Beth kept me supplied with cups of tea while I worked, recorded the event for blogsterity, and vacuumed out my car boot for me. This is the front corner of the flowerbed, partly clawed ready for removal of loose plant matter and the bigger stones. The soil is moderately stony here, and there are roots from a mega-Lupin near the surface. A few weeks ago I chopped down a monster Lupin as a beginning to the re-lawning process, and in a few places the roots had put up new shoots. These proto-Lupins have been donated to our neighbor who plants them in his riverbank.


My main concern was to get the sod down quickly so we could water it thoroughly, and it still needs more levelling. This can be achieved by lifting the sod like a rug and filling underneath while it's still liftable, or by scattering loose soil on top once the grass has sprouted a bit.

The debris I lifted partly with a spade and partly by hand, piling it first in the wheelbarrow before dumping this out onto a tarpaulin round the side of the house. This I will sort through once it has dried a bit to remove the plant matter for the yard waste bin, while sifting out the soil to level up the lawn.


Our two black cats found all this unexpected activity fascinating, and watched from our neighbor's lawn. Robert relaid his whole front lawn earlier this year, and I hope mine will look as good in time.



Having got six strips laid, I still need another three or four to finish across the front, but now I know where I can pick up sod easily it's not so daunting. I've always found a big lawn easier to mow than a small one, apart from emptying the grass box more, so adding 100 square foot of lawn is no bother as far as mowing goes.

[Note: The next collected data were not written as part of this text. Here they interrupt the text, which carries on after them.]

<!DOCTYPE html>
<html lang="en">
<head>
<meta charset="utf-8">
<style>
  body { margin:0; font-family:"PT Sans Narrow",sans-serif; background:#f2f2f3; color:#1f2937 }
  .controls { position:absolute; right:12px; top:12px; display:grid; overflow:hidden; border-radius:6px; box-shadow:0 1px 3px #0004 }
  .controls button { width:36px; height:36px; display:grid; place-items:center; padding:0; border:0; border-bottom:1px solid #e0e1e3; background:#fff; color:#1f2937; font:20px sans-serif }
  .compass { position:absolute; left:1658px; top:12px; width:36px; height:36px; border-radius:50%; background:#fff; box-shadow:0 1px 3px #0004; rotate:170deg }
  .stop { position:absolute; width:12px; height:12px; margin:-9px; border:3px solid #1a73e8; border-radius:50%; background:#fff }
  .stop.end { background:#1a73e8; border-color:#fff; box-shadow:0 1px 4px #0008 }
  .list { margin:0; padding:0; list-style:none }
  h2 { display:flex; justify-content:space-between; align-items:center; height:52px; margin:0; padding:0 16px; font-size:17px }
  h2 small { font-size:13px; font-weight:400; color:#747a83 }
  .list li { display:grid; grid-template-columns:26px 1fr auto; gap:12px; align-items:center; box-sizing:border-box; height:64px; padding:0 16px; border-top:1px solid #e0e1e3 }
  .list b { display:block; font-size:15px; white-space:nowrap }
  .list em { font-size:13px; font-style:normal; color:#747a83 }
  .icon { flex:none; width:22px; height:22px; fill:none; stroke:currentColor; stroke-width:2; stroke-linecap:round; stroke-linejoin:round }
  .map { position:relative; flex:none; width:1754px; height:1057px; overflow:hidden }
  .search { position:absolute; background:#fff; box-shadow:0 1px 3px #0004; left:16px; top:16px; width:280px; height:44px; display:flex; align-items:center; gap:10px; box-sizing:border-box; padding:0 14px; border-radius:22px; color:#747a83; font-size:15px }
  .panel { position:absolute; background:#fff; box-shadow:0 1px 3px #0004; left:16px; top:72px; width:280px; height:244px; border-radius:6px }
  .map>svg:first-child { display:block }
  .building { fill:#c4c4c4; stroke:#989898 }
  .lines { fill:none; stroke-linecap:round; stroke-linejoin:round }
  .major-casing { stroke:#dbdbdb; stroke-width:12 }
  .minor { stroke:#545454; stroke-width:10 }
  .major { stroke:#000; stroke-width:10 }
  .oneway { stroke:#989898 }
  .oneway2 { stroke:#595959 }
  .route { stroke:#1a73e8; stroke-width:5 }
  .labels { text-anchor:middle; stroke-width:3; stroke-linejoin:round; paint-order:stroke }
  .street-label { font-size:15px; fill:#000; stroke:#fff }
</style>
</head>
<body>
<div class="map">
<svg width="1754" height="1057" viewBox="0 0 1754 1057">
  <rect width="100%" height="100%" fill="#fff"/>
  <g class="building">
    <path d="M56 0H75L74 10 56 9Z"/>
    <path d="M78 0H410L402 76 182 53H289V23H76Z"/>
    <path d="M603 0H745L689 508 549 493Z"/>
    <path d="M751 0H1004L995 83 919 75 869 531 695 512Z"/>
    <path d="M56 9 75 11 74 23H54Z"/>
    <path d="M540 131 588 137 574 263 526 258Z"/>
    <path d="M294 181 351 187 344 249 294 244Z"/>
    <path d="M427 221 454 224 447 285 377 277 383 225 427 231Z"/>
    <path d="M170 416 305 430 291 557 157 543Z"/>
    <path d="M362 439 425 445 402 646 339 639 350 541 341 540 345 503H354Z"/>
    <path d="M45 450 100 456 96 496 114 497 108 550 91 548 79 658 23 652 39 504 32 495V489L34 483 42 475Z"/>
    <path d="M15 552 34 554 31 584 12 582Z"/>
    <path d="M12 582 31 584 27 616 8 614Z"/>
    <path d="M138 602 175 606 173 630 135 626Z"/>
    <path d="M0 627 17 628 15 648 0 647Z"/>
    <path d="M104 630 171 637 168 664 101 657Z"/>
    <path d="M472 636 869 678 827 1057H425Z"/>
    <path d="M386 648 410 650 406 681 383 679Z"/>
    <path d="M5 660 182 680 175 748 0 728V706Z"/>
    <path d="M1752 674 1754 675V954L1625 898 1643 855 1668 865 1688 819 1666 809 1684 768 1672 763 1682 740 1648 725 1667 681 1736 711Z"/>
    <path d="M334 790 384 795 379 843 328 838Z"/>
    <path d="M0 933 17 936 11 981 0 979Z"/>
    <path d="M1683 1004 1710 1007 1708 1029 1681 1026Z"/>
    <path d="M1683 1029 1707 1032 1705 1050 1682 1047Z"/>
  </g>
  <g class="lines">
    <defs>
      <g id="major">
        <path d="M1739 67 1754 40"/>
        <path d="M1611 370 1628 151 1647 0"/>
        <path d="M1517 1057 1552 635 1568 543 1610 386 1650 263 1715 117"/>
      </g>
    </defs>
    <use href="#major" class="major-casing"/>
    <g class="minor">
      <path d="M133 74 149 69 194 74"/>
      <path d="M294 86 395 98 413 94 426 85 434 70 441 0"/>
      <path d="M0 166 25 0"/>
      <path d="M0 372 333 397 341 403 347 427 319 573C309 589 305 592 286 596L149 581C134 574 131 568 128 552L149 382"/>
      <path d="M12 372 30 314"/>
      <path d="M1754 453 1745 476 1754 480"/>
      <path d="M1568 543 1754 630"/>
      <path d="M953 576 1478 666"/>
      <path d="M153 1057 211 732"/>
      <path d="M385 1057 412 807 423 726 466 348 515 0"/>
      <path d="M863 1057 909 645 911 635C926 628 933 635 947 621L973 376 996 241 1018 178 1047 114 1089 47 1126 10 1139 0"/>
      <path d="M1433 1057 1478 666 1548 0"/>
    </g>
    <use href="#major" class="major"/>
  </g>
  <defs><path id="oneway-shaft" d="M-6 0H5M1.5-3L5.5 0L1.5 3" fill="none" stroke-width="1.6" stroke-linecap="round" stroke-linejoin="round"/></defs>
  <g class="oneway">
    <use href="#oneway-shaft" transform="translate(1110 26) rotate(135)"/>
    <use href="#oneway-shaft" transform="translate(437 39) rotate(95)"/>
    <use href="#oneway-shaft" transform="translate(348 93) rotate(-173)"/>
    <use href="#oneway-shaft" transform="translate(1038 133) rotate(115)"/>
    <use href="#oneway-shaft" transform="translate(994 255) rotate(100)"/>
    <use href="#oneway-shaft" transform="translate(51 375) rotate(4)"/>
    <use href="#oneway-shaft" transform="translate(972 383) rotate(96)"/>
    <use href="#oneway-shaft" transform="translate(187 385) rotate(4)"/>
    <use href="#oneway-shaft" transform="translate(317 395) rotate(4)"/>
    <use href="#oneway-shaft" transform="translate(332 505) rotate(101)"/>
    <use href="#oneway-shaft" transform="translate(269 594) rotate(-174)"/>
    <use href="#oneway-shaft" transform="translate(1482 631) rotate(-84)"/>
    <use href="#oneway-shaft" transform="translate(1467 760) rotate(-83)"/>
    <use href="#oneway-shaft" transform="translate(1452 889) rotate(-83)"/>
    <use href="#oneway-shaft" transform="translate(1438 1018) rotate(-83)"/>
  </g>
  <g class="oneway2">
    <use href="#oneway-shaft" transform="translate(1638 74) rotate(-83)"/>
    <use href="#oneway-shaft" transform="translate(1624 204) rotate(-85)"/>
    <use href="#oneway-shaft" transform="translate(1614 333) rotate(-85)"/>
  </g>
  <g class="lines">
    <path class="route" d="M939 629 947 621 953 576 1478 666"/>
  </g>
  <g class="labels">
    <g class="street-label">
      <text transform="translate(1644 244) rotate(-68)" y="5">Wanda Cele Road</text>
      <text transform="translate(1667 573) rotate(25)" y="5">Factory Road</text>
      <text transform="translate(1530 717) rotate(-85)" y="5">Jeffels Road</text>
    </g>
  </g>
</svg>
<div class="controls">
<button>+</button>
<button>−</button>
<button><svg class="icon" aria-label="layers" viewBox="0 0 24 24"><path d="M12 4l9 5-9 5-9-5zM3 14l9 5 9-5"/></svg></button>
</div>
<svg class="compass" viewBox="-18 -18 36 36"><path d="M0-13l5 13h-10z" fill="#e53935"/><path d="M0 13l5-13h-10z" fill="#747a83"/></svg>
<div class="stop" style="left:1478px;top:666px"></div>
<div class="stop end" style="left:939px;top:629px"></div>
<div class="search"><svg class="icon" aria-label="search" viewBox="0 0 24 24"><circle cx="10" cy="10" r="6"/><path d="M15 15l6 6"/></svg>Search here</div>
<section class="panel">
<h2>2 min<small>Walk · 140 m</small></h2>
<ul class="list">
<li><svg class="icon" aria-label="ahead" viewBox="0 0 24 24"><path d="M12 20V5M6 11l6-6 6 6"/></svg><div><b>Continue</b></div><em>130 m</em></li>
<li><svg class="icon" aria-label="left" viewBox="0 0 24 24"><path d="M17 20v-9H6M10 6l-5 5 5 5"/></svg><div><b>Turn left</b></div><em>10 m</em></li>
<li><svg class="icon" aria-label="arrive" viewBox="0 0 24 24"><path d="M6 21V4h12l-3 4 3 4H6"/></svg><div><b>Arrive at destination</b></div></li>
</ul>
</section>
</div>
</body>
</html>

All our near neighbors have similar front lawns, so it'll look more uniform. We're watering the new strips and the lawn itself liberally until the Fall rains come, and I'm looking forward to easier garden maintainance from now on. The sod is a mixture of local grasses, a Summer and Winter blend, so if we can keep it alive it should look great.

Wednesday, 24 August 2011

New Freezer

Because I'm often working on weekends and in the evening, Beth and I often eat meals at different times, and buy our food separately. This led to a minor contretemps over the use of space in the garage chest freezer, in so much as I filled it with my food, and Beth wanted to use it too. I overlooked the unreasonableness of her request, and we solved the problem by ordering a second, identical chest freezer from Sears. This arrived last week, and now we use one each, supplemented by the kitchen freezer for things that are opened.

Sears, by the way, give a 2-hour delivery window, but not until the night before the delivery is due, so you have to take a day off work anyway, but at least you can use some of that day for other purposes. Fortunately with my varying schedule it is no trouble finding a midweek day for a delivery, without having to lose hours or vacation time. In London we got our appliances from Currys, who wouldn't even give a delivery time of morning or afternoon (as far as I recall), so you'd have to book a whole day off work.

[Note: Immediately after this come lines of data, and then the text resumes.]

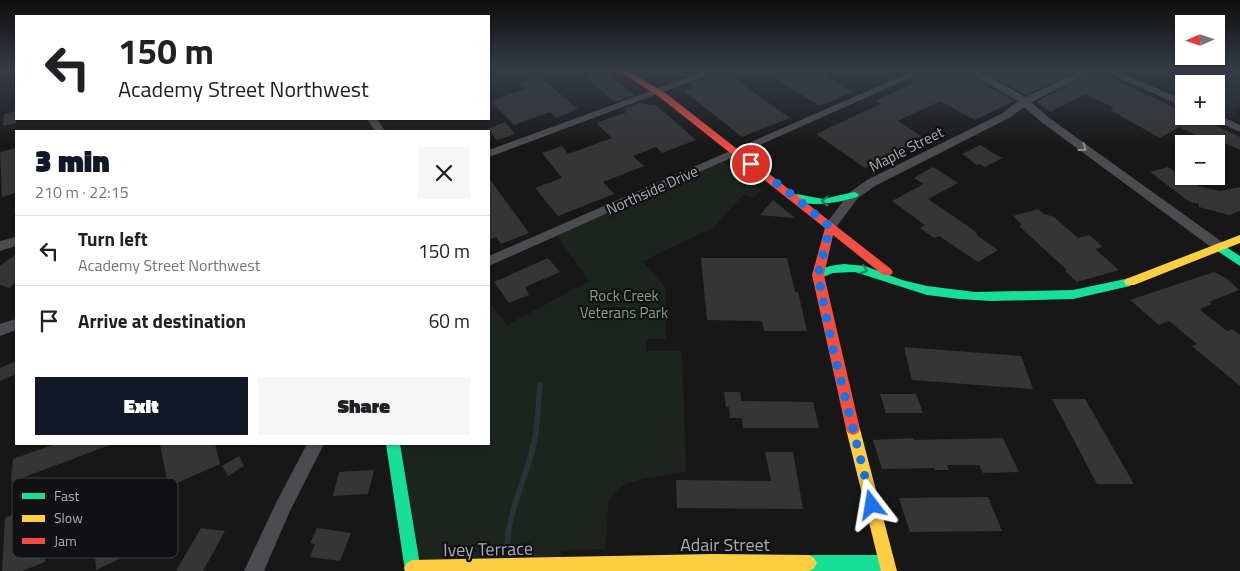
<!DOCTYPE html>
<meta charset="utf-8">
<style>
body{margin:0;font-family:"Titillium Web",sans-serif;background:#f6f6f6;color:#202124;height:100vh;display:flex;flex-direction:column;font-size:19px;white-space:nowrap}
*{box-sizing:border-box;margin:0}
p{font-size:16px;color:#757577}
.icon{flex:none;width:28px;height:28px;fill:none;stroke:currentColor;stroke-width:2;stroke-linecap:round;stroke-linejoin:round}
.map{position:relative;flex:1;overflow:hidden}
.panel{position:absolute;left:15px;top:130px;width:475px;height:315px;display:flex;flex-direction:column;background:#fff;border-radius:0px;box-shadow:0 1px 4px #0004}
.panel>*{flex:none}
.top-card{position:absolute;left:15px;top:15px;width:475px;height:105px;border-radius:0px;box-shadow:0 1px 4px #0004;background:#fff;color:#202124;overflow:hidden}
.needle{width:32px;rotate:267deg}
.controls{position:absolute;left:1175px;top:15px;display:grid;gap:10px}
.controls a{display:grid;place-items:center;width:50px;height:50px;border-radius:0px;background:#fff;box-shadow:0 1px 4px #0004;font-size:25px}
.pin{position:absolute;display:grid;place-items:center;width:42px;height:42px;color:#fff;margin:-21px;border:2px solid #fff;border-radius:50%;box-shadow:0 1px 5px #0007}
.me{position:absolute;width:55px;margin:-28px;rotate:346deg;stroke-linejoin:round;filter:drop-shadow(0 0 4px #0008)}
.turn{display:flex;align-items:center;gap:18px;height:105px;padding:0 20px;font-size:22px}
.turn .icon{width:65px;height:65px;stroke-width:2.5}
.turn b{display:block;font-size:35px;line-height:42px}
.round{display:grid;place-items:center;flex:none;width:52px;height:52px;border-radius:0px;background:#f6f6f6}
.head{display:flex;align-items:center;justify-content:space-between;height:85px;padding:0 20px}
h1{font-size:30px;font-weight:800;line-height:38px;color:#111827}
.button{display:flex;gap:10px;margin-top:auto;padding:10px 20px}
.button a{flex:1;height:58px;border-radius:0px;background:#111827;color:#fff;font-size:20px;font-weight:800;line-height:58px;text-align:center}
.button a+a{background:#f6f6f6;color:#202124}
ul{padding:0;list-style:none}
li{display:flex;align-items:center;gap:15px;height:70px;padding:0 20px;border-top:1px solid #e0e0e0}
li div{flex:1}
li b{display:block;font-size:19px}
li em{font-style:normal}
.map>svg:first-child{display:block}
.green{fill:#1d241e}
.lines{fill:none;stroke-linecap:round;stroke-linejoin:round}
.stream{stroke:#2a3239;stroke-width:5.5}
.building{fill:#353536}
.street{fill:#4b4c50;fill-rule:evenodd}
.fast{fill:#16e098;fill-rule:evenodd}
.slow{fill:#ffcf43;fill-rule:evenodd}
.jam{fill:#f24e42;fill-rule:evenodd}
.oneway{stroke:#8c9099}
.oneway2{stroke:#14835c}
.route{stroke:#1a73e8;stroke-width:9;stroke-dasharray:0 16.2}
.labels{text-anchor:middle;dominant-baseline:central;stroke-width:4.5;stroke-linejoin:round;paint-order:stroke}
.street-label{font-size:15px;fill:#a8adb8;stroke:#111113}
.park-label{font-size:15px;fill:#7fa381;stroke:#111113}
.near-street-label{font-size:18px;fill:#a8adb8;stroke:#111113}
.key{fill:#111113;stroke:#3e4045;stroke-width:1}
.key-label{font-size:14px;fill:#a8adb8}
</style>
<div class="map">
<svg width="1240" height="571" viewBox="0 0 1240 571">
<rect width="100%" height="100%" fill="#171717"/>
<!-- green -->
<path class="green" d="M1197,69H1240V105L1234,110V116L1216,108V84H1184V94L1165,86Z
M721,160L762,189L754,198L743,195L713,228L643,261L666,289V339H646V351H682L686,472L642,479L623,485L609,499L605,549L561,550V571H413L395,470L393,444H489V302L507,325L589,281L555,233Z"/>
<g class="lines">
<!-- stream -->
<path class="stream" d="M507,545C509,510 525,481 533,447C538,428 538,405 540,385"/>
</g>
<!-- building -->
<path class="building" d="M600,69L634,95L615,102L583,75Z
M671,69H707L682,77Z
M760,69H820L831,75L827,76L853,92L820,106Z
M932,69H960L1014,101L975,120L940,101L898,121L926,139L865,168L816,134L880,104L875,101L914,83L909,80Z
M977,69H1081L1026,95Z
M724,71L790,118L742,137L684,91L695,87L690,84Z
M1096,71L1184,112V116H1196L1240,137V150L1211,137L1206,140L1179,127L1160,138L1110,110L1114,108L1085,94L1050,112L1038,103L1037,101Z
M540,77L578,109L556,118L550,112L514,125L491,101L525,89L519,84Z
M642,102L645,104L656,105L696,140L662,153L656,147L633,156L644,166L603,182L614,194L558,216L535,188L562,178L542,153L562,146L568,154L612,138L596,123L627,112L623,109Z
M16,111V123L3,126L4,114Z
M505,122L515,134L497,140L488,129Z
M980,145L1002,158L985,167L979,164L977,165L962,154Z
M16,148V193L2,197L0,152Z
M933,167L958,183L928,199L975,231L978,236L998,250L978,262L939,236L934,238L920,228L925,225L892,201L924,184L914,178Z
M1168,167L1188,181H1190L1198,186L1220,191L1240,187V211L1229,215L1199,207V204L1190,202L1150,172Z
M489,178L529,233L501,244L496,237L489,240Z
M773,200L795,218L760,215Z
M1038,209L1044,214L1054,217L1078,238L1089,235L1103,247L1095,249L1119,270L1077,282L1065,271L1067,270L1019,226L1022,225L1013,216Z
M16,254V282L9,288L0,285V266Z
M548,258L560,272L525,287L529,295L509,303L494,282Z
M701,258H787L795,292H798L807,331H764L762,321L707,320Z
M1214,272L1226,278L1239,290L1209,302L1212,304L1199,309L1227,331L1232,329L1240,335V386L1192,346L1197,344L1169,321L1159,325L1130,300Z
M904,347L1021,356L1033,389L912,380Z
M16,361V374L0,381V368Z
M724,392H740L741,401L813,402L819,428H743L742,418H730L729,407H726Z
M880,394H916L923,413H886Z
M1052,399H1085L1134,484H1097Z
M914,438V440L1003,438L1019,472L983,473L979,465H947L949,470H935L934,468L882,469L873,440Z
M55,444L110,445L11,482L13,459Z
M160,444H215L220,464L168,487Z
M765,452H793L803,509L677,508L676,480L771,481Z
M239,456L244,466L228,476L222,466Z
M374,470L368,494L333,496L339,472Z
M988,497L1002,531L910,532L899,498Z
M37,505V523L46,519L45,562L22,571H2L5,518Z
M201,528L225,531L203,571H176Z
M317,528L351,533L340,561L310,557L315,544L310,543Z
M120,545L122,558L96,570L95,557Z"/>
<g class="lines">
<!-- street -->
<path class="street" d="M711,69H724L489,157V150Z
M918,69H930L489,266V256Z
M962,69H974L1026,97L1084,69H1096L1094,71L1031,102L1048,117L1225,244L1227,247L1225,250H1215L1040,121L1024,107L1011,117L875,186L858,198L834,230H826L824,227L826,224L850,192L867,180L1003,113L1018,101Z
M1099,69H1111L1184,100V107Z
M1216,114L1240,125V132L1206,116H1216Z
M367,119H377L385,131H375Z
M16,237V246L0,251V241Z
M16,319V330L0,336V324Z
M307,444H324L289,513L264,571H244L277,501Z"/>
<!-- fast -->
<path class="fast" d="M854,192L857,193L859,195L857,197C841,202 806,210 792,197L797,194L823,199Z
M1220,243L1240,256V266L1216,250L1215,247L1216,244Z
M844,264L865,266L902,280L927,286L975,292L1073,290L1130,278L1136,282L1130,286L1073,299L991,301L959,299L927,295L855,272L833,273L818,279L812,275C819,267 834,265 844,264Z
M386,444H400L421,571H405Z
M809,555H886L891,558L894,563L891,568L886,571H809L804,568L801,563L804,558Z"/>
<!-- slow -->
<path class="slow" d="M1240,235V243L1134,285H1126L1124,282L1126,279Z
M853,423L858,425L860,429L897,571H881L846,429L848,425Z
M714,554L809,555L814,558L817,563L814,568L809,571H405L404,568L407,563L412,560Z"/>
<!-- jam -->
<path class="jam" d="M616,69H625L668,95L891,269L893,272L891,275H883L833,235L824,275L860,429L858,433L853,435L848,433L846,429L812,275L825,228L662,99Z"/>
</g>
<!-- one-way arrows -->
<defs><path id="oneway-chevron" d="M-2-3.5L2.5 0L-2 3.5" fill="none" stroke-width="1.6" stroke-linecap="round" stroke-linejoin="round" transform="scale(1.25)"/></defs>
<use class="oneway" href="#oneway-chevron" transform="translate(1083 148) rotate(36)"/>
<g class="oneway2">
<use href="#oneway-chevron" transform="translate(825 201) rotate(180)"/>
<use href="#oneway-chevron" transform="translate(864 270) rotate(20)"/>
</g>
<!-- sky -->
<linearGradient id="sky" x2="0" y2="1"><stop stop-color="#0d0d0d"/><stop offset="0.47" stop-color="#363c47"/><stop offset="1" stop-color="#363c47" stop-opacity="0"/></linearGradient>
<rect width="1240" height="148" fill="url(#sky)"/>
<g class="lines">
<!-- route -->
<path class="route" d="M751,164L795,197L830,227L818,275L832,345L872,505"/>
</g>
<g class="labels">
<!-- street labels -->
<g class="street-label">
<text transform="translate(906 149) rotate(-27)">Maple Street</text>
<text transform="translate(652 190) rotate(-24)">Northside Drive</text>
</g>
<!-- park labels -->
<g class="park-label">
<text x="624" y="295">Rock Creek<tspan x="624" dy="17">Veterans Park</tspan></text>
</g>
<!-- near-street labels -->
<g class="near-street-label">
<text x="725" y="544">Adair Street</text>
<text transform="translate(488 549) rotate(-1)">Ivey Terrace</text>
</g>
</g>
<!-- legend -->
<rect x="12" y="478" width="166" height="80" rx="8" class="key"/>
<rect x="22" y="493" width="23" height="6" fill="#16e098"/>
<rect x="22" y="515" width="23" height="7" fill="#ffcf43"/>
<rect x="22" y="538" width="23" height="6" fill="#f24e42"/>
<g class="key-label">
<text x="54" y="501">Fast</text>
<text x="54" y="523">Slow</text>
<text x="54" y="546">Jam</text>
</g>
</svg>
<div class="controls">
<a><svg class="needle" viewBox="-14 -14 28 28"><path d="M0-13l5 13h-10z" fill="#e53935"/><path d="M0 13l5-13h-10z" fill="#757577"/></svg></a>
<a>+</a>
<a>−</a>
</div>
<div class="pin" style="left:751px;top:164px;background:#d93025"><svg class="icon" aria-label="arrive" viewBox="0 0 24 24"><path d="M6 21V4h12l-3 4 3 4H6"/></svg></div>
<svg class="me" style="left:872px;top:505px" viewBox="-20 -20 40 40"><path d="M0-17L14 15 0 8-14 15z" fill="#1a73e8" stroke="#fff" stroke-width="4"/></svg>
<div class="top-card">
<div class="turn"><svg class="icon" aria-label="left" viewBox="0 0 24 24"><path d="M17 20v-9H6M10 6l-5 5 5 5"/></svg><div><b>150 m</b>Academy Street Northwest</div></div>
</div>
<section class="panel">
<div class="head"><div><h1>3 min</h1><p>210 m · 22:15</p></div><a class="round"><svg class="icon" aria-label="close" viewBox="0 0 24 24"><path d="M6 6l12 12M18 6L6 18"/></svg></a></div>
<ul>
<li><svg class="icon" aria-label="left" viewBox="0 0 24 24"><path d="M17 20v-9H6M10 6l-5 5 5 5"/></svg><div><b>Turn left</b><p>Academy Street Northwest</p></div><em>150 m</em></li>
<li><svg class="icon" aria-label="arrive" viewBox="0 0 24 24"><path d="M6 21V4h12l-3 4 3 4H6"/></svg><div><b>Arrive at destination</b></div><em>60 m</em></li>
</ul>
<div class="button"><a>Exit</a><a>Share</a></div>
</section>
</div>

Last night we went to WinCo and stocked up on frozen and other foods, and both enjoyed the ease of stuffing our respective chest freezers to the brim (actually Beth's is still half empty). It is a rare luxury in London to have the space to put a chest freezer, let alone two, but our double garage is the ideal location.



Our double garage, featuring my Little Red Corvette Mazda, recycling bin, garbage bin and two chest freezers to your left, Beth's reclining bicycle and my kayak to the right, bicycles and furnace on the back wall.